Start of Data under study

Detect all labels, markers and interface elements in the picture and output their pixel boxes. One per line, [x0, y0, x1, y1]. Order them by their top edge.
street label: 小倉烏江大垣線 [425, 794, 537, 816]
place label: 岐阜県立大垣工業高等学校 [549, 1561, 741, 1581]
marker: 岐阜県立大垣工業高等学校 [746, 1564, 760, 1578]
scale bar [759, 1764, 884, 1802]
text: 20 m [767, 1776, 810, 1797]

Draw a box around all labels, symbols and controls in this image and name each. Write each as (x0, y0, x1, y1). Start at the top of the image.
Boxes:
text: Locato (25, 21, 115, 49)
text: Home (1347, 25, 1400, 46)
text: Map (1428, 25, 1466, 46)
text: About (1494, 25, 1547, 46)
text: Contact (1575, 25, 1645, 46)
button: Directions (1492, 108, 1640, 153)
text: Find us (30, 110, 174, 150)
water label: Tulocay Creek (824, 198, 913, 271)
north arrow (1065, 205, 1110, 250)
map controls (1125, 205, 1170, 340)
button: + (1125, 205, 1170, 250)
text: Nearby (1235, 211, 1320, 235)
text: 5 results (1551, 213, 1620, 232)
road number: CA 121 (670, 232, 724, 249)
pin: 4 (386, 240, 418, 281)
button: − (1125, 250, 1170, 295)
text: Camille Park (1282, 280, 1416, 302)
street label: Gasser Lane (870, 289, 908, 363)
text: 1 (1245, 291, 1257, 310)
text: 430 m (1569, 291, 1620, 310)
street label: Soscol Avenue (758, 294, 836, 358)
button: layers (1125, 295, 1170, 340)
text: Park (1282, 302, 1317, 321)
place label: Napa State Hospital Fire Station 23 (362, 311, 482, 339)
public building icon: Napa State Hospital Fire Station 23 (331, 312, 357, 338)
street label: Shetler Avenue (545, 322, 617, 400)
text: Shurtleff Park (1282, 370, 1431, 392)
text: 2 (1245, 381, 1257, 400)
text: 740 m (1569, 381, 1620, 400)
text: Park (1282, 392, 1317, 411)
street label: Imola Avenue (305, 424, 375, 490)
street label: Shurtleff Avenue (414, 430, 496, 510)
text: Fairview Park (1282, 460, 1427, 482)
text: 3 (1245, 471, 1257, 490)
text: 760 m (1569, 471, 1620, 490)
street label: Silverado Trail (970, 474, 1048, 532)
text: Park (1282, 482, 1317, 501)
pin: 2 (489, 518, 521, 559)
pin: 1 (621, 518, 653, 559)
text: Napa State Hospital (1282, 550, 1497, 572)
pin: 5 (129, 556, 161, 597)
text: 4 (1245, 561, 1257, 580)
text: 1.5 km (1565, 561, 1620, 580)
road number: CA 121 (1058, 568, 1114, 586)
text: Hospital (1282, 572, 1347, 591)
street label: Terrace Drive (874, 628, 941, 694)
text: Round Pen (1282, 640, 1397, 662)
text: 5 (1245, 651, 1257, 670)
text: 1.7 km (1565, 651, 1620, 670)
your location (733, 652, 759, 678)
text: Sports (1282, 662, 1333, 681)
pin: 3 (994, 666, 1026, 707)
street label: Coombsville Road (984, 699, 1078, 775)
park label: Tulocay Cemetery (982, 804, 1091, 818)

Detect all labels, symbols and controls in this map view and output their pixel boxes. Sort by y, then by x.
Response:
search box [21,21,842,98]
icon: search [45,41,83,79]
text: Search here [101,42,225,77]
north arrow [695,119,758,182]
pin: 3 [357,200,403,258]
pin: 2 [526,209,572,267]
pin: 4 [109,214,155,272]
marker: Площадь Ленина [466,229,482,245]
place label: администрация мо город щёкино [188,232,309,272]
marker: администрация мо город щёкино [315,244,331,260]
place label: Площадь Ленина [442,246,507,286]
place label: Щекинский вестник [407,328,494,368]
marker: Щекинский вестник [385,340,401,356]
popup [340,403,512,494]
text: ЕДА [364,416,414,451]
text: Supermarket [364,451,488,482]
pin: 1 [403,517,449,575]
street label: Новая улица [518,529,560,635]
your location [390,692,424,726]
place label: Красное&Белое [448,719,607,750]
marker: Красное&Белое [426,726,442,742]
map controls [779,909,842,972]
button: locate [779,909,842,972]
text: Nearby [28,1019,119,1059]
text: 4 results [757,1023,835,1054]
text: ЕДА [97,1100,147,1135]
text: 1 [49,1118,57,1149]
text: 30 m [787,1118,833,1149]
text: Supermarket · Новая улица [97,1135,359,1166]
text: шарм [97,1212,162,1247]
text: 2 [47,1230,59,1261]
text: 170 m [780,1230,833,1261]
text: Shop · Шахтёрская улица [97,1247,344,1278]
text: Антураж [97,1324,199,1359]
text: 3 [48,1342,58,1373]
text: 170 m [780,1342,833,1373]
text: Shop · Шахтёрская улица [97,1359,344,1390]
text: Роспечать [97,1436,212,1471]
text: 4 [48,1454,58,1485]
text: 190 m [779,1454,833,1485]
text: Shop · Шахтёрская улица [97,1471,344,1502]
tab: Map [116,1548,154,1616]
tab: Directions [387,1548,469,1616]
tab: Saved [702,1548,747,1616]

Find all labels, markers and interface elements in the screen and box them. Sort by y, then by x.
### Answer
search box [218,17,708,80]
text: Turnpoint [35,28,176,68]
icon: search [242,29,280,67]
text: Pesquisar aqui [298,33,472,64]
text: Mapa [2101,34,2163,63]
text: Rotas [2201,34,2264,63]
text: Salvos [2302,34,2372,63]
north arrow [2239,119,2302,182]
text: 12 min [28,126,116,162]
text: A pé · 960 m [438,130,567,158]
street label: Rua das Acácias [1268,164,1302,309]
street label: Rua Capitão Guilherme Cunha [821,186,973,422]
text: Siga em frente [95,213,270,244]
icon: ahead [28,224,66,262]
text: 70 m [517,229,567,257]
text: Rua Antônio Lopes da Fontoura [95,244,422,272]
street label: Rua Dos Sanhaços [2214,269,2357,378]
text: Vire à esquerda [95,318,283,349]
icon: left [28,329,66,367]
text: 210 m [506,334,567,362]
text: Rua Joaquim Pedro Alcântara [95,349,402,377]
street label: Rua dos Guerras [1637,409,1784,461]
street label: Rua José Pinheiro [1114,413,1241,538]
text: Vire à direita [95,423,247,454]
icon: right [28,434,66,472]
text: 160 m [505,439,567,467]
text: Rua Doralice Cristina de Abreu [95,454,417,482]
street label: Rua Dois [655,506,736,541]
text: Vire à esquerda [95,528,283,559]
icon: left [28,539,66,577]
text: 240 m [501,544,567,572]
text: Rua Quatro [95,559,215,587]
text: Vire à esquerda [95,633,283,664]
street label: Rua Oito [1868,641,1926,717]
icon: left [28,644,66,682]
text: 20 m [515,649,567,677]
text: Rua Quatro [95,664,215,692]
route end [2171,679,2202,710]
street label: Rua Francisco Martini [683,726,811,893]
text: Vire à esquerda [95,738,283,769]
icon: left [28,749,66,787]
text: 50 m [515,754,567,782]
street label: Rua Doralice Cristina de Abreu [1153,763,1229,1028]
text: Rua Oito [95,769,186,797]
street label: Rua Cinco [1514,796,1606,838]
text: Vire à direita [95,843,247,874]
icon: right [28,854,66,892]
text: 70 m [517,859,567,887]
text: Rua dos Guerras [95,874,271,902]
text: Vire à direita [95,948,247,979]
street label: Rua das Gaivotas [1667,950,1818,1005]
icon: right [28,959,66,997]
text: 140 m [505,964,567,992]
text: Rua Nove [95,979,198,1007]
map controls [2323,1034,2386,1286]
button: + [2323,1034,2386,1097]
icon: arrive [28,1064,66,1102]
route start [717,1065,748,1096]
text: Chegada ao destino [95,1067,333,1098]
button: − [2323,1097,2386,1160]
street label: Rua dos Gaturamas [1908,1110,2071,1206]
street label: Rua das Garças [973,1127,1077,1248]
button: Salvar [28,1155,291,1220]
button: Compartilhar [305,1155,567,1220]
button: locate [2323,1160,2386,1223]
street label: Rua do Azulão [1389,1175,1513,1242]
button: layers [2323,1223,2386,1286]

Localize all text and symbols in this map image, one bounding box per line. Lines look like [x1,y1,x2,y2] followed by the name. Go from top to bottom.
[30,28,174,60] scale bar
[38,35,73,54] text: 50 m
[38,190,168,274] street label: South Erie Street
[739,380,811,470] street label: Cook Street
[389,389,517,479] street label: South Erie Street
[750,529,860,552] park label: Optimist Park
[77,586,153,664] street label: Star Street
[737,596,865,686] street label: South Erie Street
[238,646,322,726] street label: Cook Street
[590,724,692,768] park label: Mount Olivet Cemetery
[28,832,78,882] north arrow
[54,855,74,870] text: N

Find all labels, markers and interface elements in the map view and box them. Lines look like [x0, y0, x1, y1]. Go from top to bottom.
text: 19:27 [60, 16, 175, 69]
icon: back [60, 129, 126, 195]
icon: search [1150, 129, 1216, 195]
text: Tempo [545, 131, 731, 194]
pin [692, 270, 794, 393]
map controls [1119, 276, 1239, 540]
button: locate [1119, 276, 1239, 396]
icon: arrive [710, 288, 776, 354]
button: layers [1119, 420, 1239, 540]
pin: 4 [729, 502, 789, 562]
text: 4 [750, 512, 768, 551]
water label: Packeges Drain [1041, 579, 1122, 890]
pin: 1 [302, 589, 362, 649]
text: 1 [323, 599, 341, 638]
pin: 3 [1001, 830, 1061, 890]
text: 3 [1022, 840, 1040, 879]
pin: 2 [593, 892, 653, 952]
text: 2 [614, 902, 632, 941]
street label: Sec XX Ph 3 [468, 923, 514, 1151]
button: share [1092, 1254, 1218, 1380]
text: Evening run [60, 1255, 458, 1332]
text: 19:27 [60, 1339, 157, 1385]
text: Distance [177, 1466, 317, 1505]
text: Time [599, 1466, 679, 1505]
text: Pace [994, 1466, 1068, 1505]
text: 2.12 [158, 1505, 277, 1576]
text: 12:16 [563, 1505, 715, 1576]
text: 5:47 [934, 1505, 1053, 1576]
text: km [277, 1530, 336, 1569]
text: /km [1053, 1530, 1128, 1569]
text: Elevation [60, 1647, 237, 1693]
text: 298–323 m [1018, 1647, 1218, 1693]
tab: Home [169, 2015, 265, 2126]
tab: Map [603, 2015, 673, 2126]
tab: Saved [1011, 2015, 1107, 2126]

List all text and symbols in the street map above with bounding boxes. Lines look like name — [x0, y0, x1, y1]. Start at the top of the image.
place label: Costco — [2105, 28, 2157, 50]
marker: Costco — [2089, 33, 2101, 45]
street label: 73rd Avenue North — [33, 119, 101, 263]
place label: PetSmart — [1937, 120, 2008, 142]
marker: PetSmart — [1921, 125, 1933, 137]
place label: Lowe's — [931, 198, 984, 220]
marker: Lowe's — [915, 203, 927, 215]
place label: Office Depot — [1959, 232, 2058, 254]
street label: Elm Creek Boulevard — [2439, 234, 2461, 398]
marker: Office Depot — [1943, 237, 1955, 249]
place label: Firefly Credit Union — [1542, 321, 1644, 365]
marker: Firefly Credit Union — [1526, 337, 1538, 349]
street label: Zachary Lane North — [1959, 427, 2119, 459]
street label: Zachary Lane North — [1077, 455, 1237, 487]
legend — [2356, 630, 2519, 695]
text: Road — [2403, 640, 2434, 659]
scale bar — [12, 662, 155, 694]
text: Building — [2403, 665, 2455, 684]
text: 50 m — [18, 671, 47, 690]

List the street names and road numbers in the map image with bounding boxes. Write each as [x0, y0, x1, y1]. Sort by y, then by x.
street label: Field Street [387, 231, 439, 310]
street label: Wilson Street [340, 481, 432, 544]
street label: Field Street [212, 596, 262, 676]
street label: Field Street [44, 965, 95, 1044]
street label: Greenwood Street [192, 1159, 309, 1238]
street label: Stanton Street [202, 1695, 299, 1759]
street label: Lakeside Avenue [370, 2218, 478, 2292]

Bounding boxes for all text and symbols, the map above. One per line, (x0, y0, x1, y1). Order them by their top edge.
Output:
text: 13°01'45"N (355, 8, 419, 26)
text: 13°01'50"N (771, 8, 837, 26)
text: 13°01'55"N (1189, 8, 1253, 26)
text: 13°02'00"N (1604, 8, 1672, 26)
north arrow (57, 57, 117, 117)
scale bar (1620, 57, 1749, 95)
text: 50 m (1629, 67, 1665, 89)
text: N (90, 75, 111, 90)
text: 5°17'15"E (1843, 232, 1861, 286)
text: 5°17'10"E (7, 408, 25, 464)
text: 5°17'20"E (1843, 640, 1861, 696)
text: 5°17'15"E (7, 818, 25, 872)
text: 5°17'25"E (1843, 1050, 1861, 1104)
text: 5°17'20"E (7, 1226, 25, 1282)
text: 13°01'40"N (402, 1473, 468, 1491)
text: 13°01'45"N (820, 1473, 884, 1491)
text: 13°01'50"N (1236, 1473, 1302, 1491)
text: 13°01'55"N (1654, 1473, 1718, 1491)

End of Data under study

▶ **Exercise description**:
Please copy each line of the entries in which the word "Lane" shows up.

▶ **Result of the task**:
street label: Gasser Lane (870, 289, 908, 363)
street label: Zachary Lane North — [1959, 427, 2119, 459]
street label: Zachary Lane North — [1077, 455, 1237, 487]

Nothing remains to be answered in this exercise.